**EXERCISE DIRECTIONS**
Please retype the records below exactly, omitting any images.

Data extracted from a collection

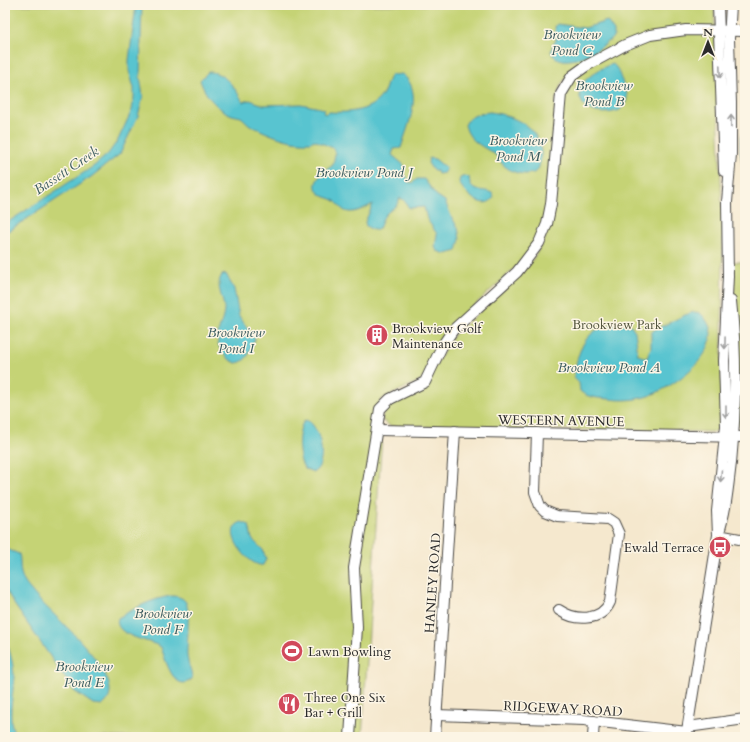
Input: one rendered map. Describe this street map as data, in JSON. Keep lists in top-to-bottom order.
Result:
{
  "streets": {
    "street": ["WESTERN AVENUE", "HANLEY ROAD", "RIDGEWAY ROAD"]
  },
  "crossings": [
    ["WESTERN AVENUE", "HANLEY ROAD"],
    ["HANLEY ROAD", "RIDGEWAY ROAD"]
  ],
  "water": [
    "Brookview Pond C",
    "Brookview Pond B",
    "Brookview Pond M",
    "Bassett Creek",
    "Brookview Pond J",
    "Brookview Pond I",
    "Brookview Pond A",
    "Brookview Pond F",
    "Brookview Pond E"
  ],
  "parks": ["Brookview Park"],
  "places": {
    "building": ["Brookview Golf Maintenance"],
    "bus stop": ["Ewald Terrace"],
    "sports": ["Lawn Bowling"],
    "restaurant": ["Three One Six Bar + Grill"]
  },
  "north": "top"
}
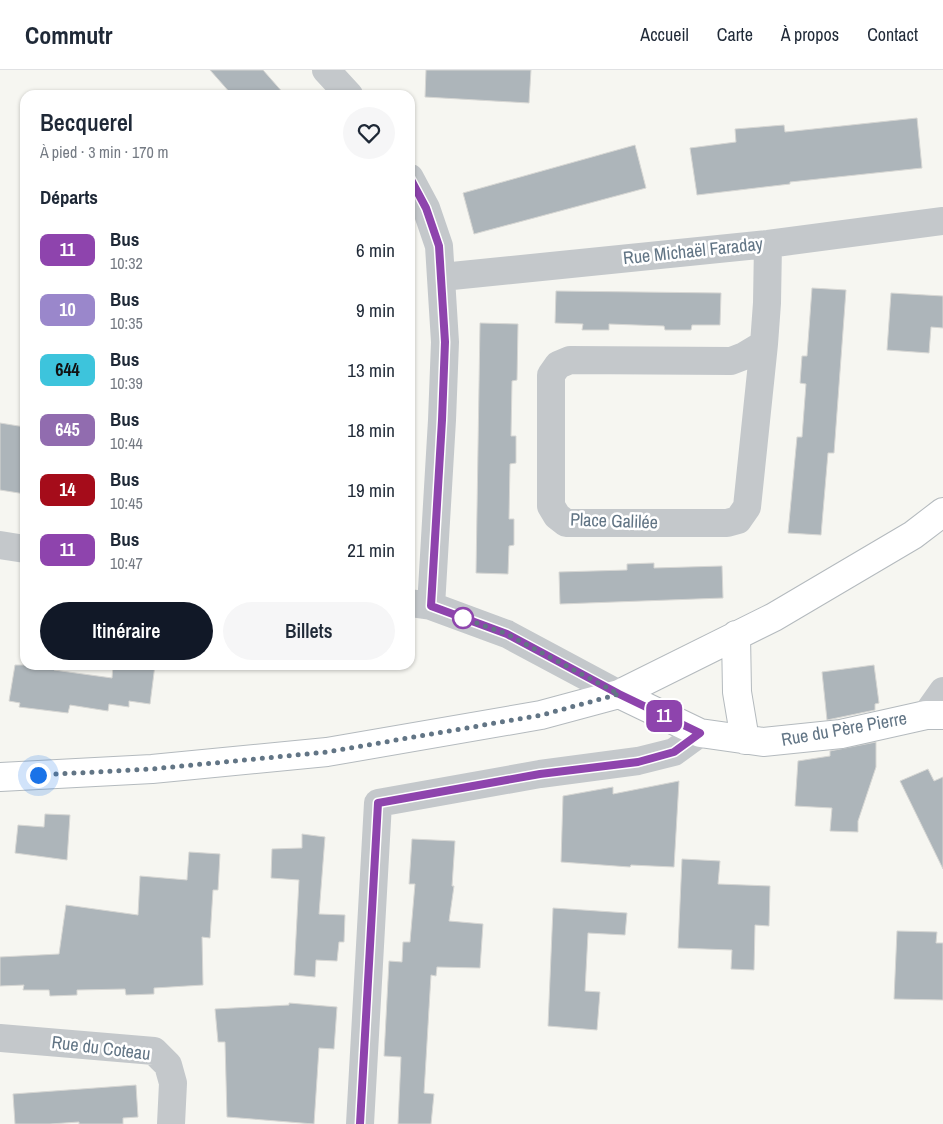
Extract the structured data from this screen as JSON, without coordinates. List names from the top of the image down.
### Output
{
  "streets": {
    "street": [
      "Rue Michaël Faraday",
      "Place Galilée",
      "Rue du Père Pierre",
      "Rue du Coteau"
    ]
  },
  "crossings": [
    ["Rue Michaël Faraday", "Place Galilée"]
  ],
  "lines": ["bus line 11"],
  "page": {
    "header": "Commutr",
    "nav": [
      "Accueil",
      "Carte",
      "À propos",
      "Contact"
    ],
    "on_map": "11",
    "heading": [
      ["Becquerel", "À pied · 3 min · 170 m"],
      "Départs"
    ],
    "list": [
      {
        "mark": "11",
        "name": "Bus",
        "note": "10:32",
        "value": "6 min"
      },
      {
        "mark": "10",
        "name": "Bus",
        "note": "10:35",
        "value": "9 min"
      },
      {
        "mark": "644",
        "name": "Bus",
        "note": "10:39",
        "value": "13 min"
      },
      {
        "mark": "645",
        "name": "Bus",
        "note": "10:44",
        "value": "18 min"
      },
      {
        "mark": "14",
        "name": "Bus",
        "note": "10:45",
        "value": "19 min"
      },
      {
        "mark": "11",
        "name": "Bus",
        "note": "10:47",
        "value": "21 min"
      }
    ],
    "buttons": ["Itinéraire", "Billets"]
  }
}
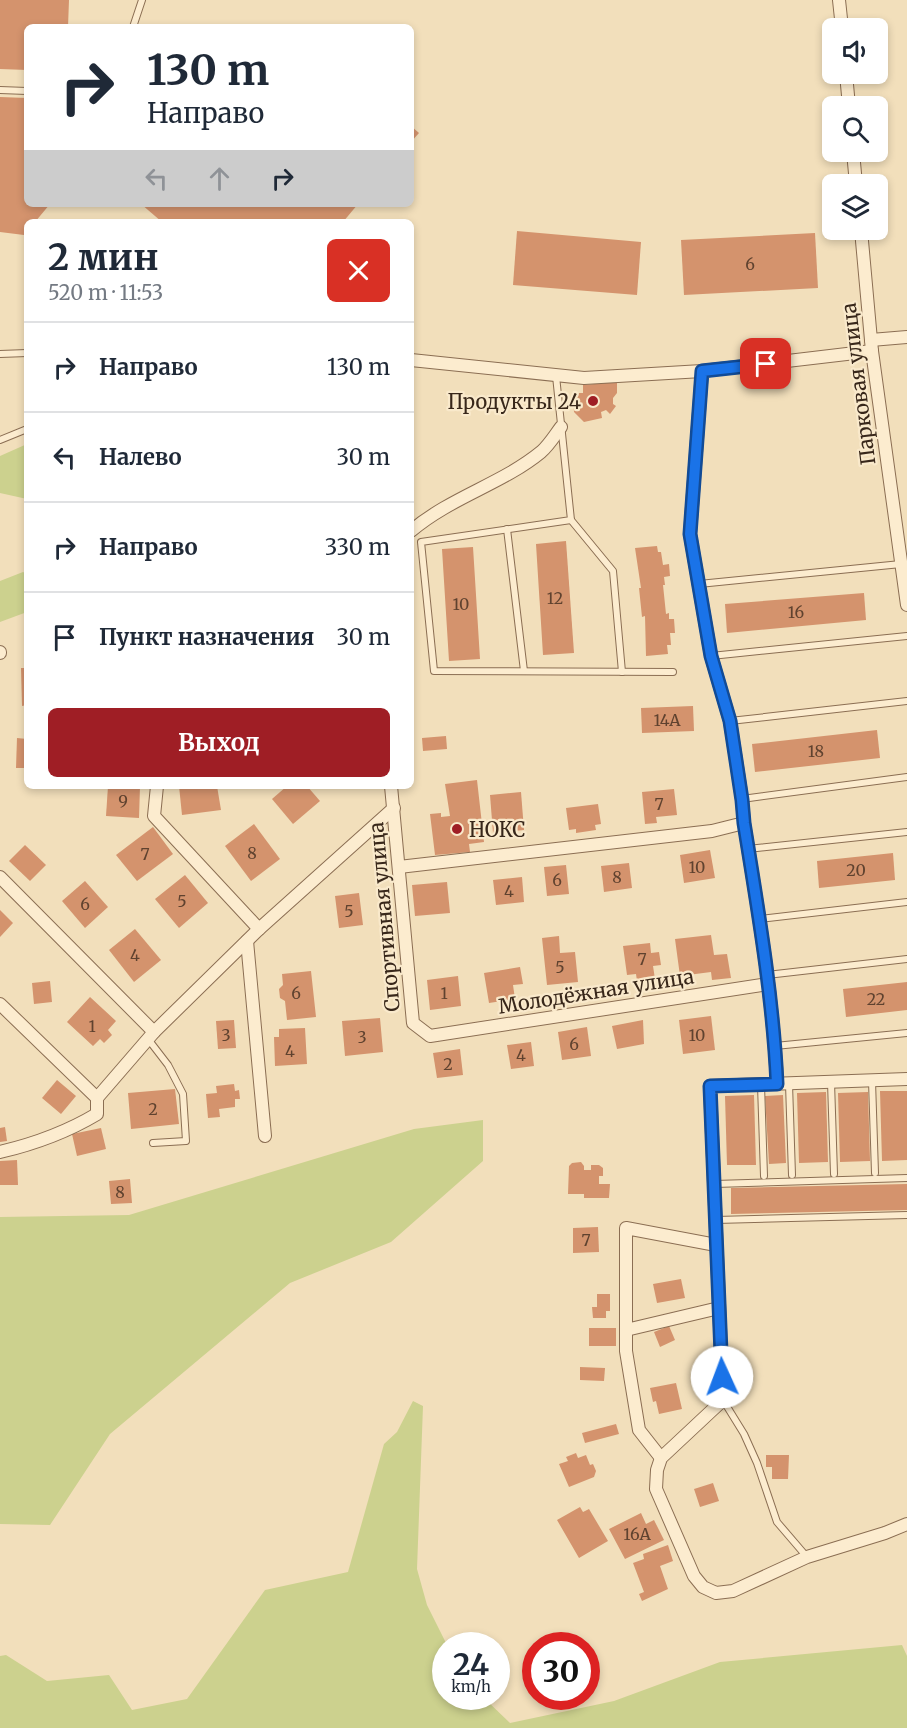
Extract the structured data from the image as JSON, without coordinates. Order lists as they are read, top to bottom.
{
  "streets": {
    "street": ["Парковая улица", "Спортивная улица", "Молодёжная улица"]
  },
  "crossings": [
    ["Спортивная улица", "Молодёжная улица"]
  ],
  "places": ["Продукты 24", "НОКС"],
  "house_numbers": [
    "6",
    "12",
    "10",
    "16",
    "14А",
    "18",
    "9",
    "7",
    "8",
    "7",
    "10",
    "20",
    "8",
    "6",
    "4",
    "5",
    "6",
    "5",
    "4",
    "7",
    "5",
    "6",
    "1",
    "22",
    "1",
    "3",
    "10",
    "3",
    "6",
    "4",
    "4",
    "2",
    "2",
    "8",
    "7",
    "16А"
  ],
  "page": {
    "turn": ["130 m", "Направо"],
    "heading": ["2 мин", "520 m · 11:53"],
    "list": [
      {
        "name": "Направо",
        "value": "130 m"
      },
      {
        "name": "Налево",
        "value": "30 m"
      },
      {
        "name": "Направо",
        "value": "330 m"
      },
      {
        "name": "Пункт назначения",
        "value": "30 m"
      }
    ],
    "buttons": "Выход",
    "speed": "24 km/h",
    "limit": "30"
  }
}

**SOLUTION**
Input: one rendered map. Describe this street map as data, in JSON. Keep lists in top-to-bottom order.
Result:
{
  "streets": {
    "street": ["WESTERN AVENUE", "HANLEY ROAD", "RIDGEWAY ROAD"]
  },
  "crossings": [
    ["WESTERN AVENUE", "HANLEY ROAD"],
    ["HANLEY ROAD", "RIDGEWAY ROAD"]
  ],
  "water": [
    "Brookview Pond C",
    "Brookview Pond B",
    "Brookview Pond M",
    "Bassett Creek",
    "Brookview Pond J",
    "Brookview Pond I",
    "Brookview Pond A",
    "Brookview Pond F",
    "Brookview Pond E"
  ],
  "parks": ["Brookview Park"],
  "places": {
    "building": ["Brookview Golf Maintenance"],
    "bus stop": ["Ewald Terrace"],
    "sports": ["Lawn Bowling"],
    "restaurant": ["Three One Six Bar + Grill"]
  },
  "north": "top"
}
Extract the structured data from this screen as JSON, without coordinates. List names from the top of the image down.
### Output
{
  "streets": {
    "street": [
      "Rue Michaël Faraday",
      "Place Galilée",
      "Rue du Père Pierre",
      "Rue du Coteau"
    ]
  },
  "crossings": [
    ["Rue Michaël Faraday", "Place Galilée"]
  ],
  "lines": ["bus line 11"],
  "page": {
    "header": "Commutr",
    "nav": [
      "Accueil",
      "Carte",
      "À propos",
      "Contact"
    ],
    "on_map": "11",
    "heading": [
      ["Becquerel", "À pied · 3 min · 170 m"],
      "Départs"
    ],
    "list": [
      {
        "mark": "11",
        "name": "Bus",
        "note": "10:32",
        "value": "6 min"
      },
      {
        "mark": "10",
        "name": "Bus",
        "note": "10:35",
        "value": "9 min"
      },
      {
        "mark": "644",
        "name": "Bus",
        "note": "10:39",
        "value": "13 min"
      },
      {
        "mark": "645",
        "name": "Bus",
        "note": "10:44",
        "value": "18 min"
      },
      {
        "mark": "14",
        "name": "Bus",
        "note": "10:45",
        "value": "19 min"
      },
      {
        "mark": "11",
        "name": "Bus",
        "note": "10:47",
        "value": "21 min"
      }
    ],
    "buttons": ["Itinéraire", "Billets"]
  }
}
Extract the structured data from the image as JSON, without coordinates. Order lists as they are read, top to bottom.
{
  "streets": {
    "street": ["Парковая улица", "Спортивная улица", "Молодёжная улица"]
  },
  "crossings": [
    ["Спортивная улица", "Молодёжная улица"]
  ],
  "places": ["Продукты 24", "НОКС"],
  "house_numbers": [
    "6",
    "12",
    "10",
    "16",
    "14А",
    "18",
    "9",
    "7",
    "8",
    "7",
    "10",
    "20",
    "8",
    "6",
    "4",
    "5",
    "6",
    "5",
    "4",
    "7",
    "5",
    "6",
    "1",
    "22",
    "1",
    "3",
    "10",
    "3",
    "6",
    "4",
    "4",
    "2",
    "2",
    "8",
    "7",
    "16А"
  ],
  "page": {
    "turn": ["130 m", "Направо"],
    "heading": ["2 мин", "520 m · 11:53"],
    "list": [
      {
        "name": "Направо",
        "value": "130 m"
      },
      {
        "name": "Налево",
        "value": "30 m"
      },
      {
        "name": "Направо",
        "value": "330 m"
      },
      {
        "name": "Пункт назначения",
        "value": "30 m"
      }
    ],
    "buttons": "Выход",
    "speed": "24 km/h",
    "limit": "30"
  }
}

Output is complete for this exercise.